A customer holds the door for a family arriving at Leavitt’s Country Bakery, Thursday, April 13, 2023, in Conway, NH AP Photo/Robert F. Bukaty

CONCORD, N.H. (AP) — A New Hampshire town’s new ordinance billed as ‘a way forward’ for public artwork has not resolved a bakery owner’s First Amendment dispute over a large baking painting, and his lawyer predicts it will only lead to more litigation as city officials become “speech police.”

Conway residents passed the ordinance by a vote of 1,277 to 423 in Tuesday’s municipal election, part of a lengthy vote for the budget and spending and for the selection of government positions, such as the selectboard , the treasurer and the police commissioner.

The vote came more than a year after the owner of Leavitt’s Country Bakery sued the city over a painting painted by high school students displayed on his storefront, showing the sun shining on a mountain range made of donuts strawberry and chocolate covered with sprinkles, a blueberry. muffin, cinnamon roll and other pastries.

The zoning board decided that the painting was not so much art as advertising and therefore could not remain as is due to its size. At approximately 8.6 square meters, it is four times larger than the city’s sign code allows.

The new ordinance requires applicants to meet criteria for art on public and commercial property. It says that while zoning and planning boards must approve the appropriateness of theme, location and design before the selection committee reviews each proposal, the process must have “no intrusion into artistic expression or the content of the work.

“There is no part of the writing where we are trying to limit any type of speech,” Planning Board Chairman Benjamin Colbath said during a March 28 meeting. “We tried to write this carefully and certainly took inspiration from what many other communities are doing, as well as confirming with attorneys on this.”

A lawyer for the bakery had urged voters to reject the ordinance.

“In general, it is people who decide whether to speak or not; they don’t need to ask the government ‘please’ first,” Robert Frommer wrote last week in the Conway Daily Sun.

“All commercial property owners should obtain permission before installing any sort of public art in the city,” Frommer wrote, and city officials can “refuse murals because of what they depict or of the person who installed them.

Sean Young, the bakery’s owner, said he was voting NO: “Local officials can’t play art critic.” »

Young sued after city officials told him the painting could stay if it showed real mountains — instead of pastries suggesting mountains — or if the building was not a bakery.

Young’s lawsuit was put on hold last year as residents considered revising how the city defines signs, in a way that would have allowed the sign to remain in place. But this measure was considered too broad and complex and was not adopted.

The mural remains in place for now, while his case goes to trial next November.

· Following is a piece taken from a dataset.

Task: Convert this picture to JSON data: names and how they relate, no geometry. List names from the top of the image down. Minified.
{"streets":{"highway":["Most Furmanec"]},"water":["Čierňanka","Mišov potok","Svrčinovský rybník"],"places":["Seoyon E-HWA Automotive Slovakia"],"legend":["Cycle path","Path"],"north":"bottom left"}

Frommer told The Associated Press in an email that the city did not say whether the new ordinance would impact the Leavitt mural, “and if Sean wanted to paint a different mural with the high school students from one of his businesses, he should take the plunge.” through the ordinance’s unconstitutional obstacles.

The city attorney did not immediately respond to an emailed request for comment Wednesday.

When Colbath discussed the ordinance at last month’s meeting, he described it as a way to facilitate more public art in town.

“There was a gap in our ordinance and I wanted to try to clarify it and make a path forward for community art easier,” he said.